The Securities and Exchange Board of India (SEBI) will soon come up with further circulars on specific investment strategies that the 'New Asset Class' or 'Specialized Investment Fund' (SIF) can offer to its clients, said people in the know.
These strategies, among others, would include the ones mentioned in the consultation paper like inverse ETF and long-short ones, the people added.
“We need to also finalise on what exposure to derivatives it will have. Once the strategies are out, the mutual fund industry can decide what strategies to adopt,” said a person with direct knowledge of the matter.
Also read: Explainer | Specialised investment fund: How this new asset class will work and help investors
This assumes significance as the PMS and AIF industry players are waiting further clarity on the granular details related to the structure of the product in order to decide if they really want to opt for a mutual license to offer the product.
Last year when SEBI mooted the idea of SIF via a consultation paper there was much chatter amongst the PMS and AIF players.

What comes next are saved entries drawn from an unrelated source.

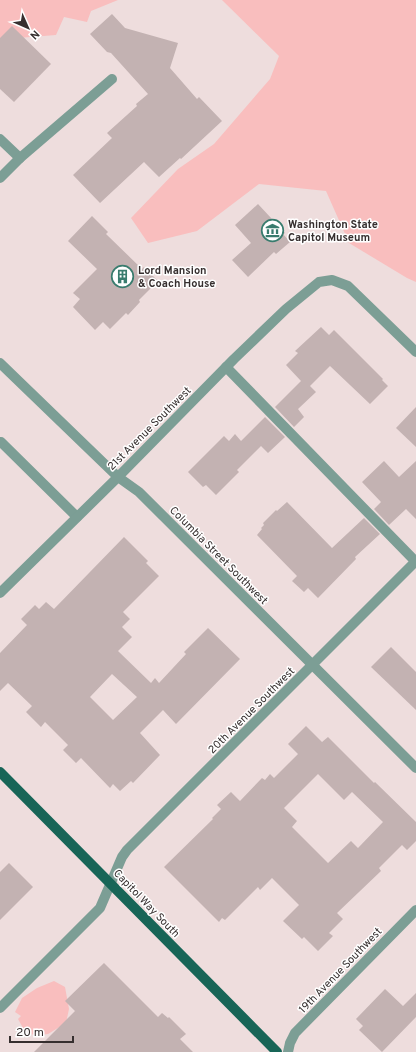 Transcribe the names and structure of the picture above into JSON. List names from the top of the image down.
{
  "streets": {
    "main road": ["Capitol Way South"],
    "street": [
      "21st Avenue Southwest",
      "Columbia Street Southwest",
      "20th Avenue Southwest",
      "19th Avenue Southwest"
    ]
  },
  "crossings": [
    ["21st Avenue Southwest", "Columbia Street Southwest"],
    ["Columbia Street Southwest", "20th Avenue Southwest"],
    ["20th Avenue Southwest", "Capitol Way South"]
  ],
  "places": {
    "museum": ["Washington State Capitol Museum"],
    "building": ["Lord Mansion & Coach House"]
  },
  "scale_bar": "20 m",
  "north": "bottom right"
} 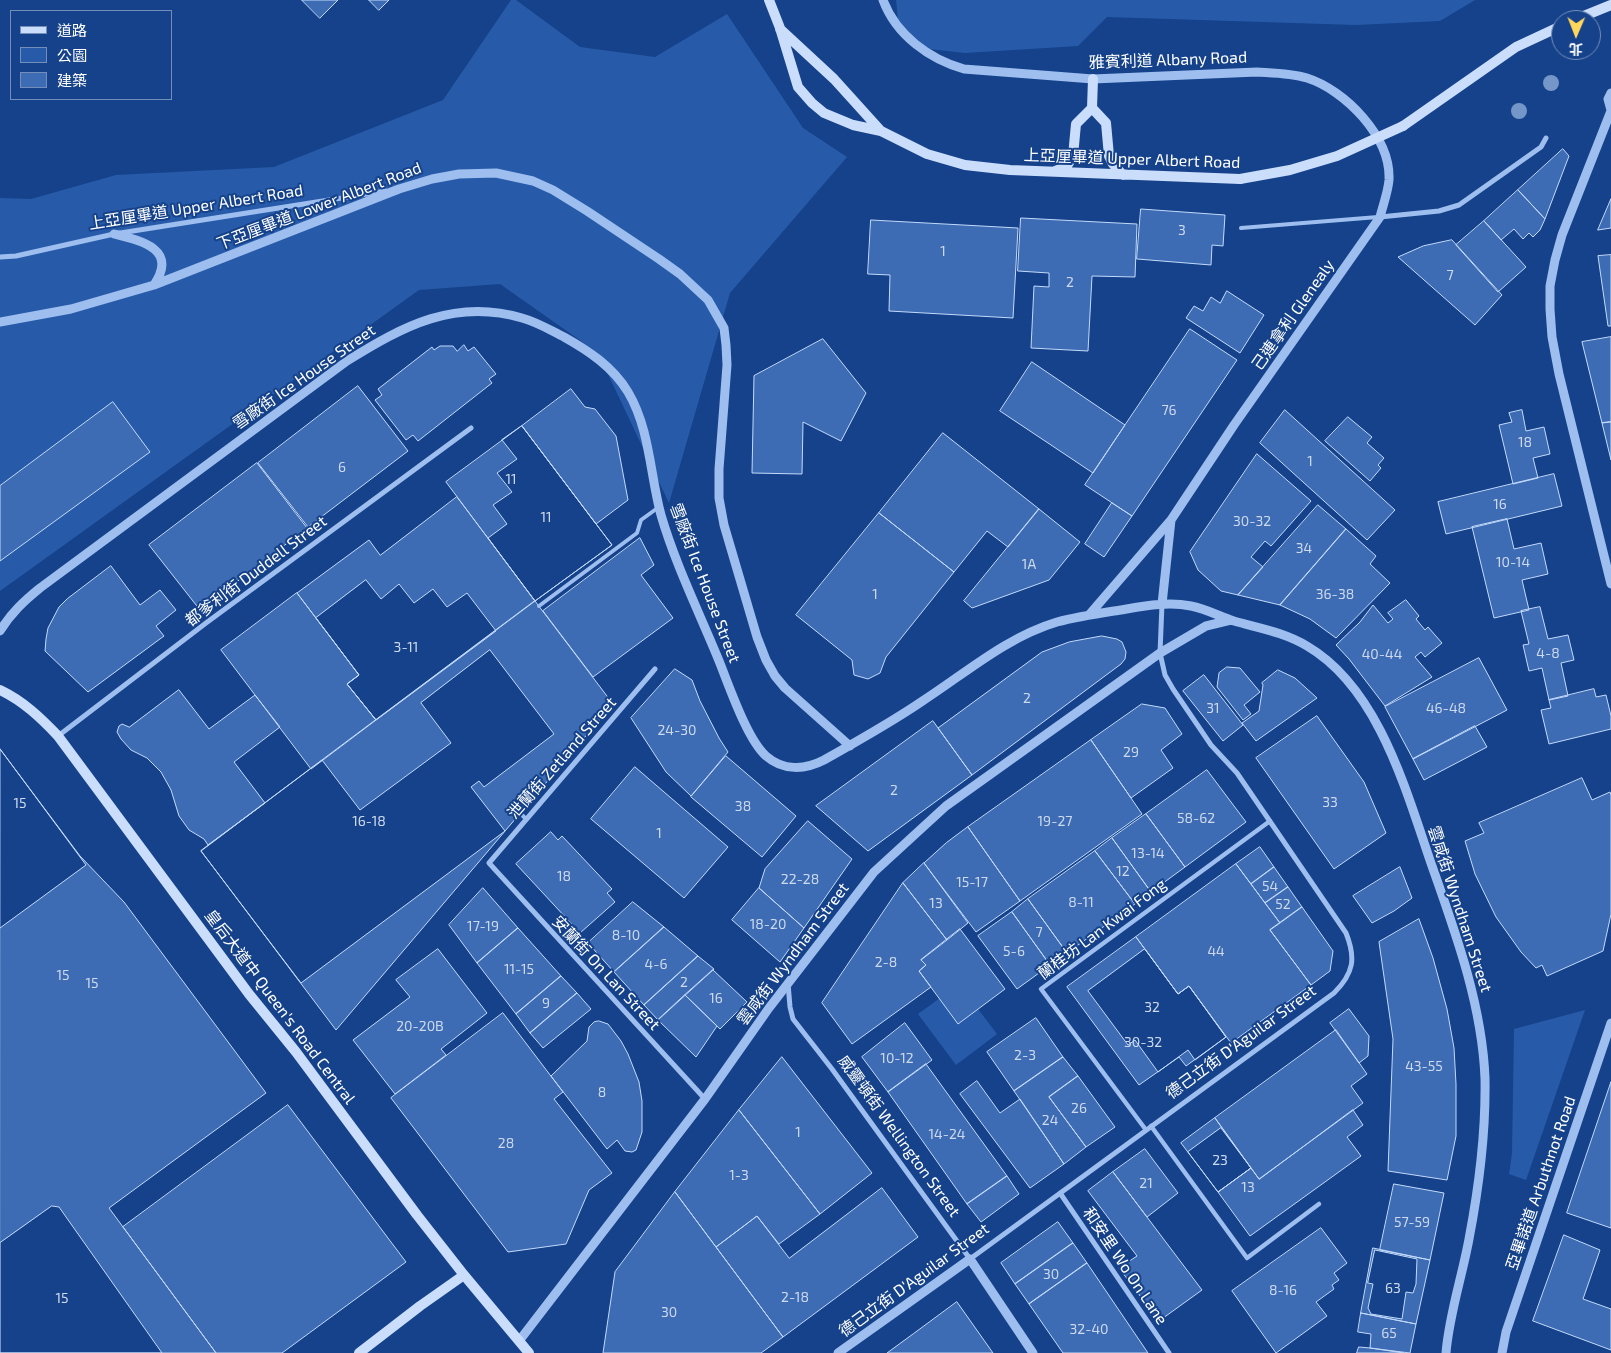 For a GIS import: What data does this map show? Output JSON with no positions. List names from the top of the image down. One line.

It was, however, because they felt left out as the regulator only wanted to allow mutual funds to offer the product. However, the final regulations, which came out in December, made it clear that PMSes and AIFs can offer SIF but only after obtaining a mutual fund licence.
Incidentally, PMS and AIF players are no more gung-ho about offering the product as they believe that the rules are unclear in terms of the investment strategies and approach.
As a result, aside from the tax advantages that mutual funds provide, which will also apply to the SIF, there appears to be no significant benefits for PMS and AIF managers to work towards obtaining a mutual fund licence, AIF and PMs players told Moneycontrol.
The uncertainty rises from the initial consultation paper, which suggested that strategies such as long-short, inverse ETFs, and derivatives could be employed by mutual funds that will eventually be offered by SIFs. However, the circular lacks clarity on whether these strategies can be applied to the new asset class.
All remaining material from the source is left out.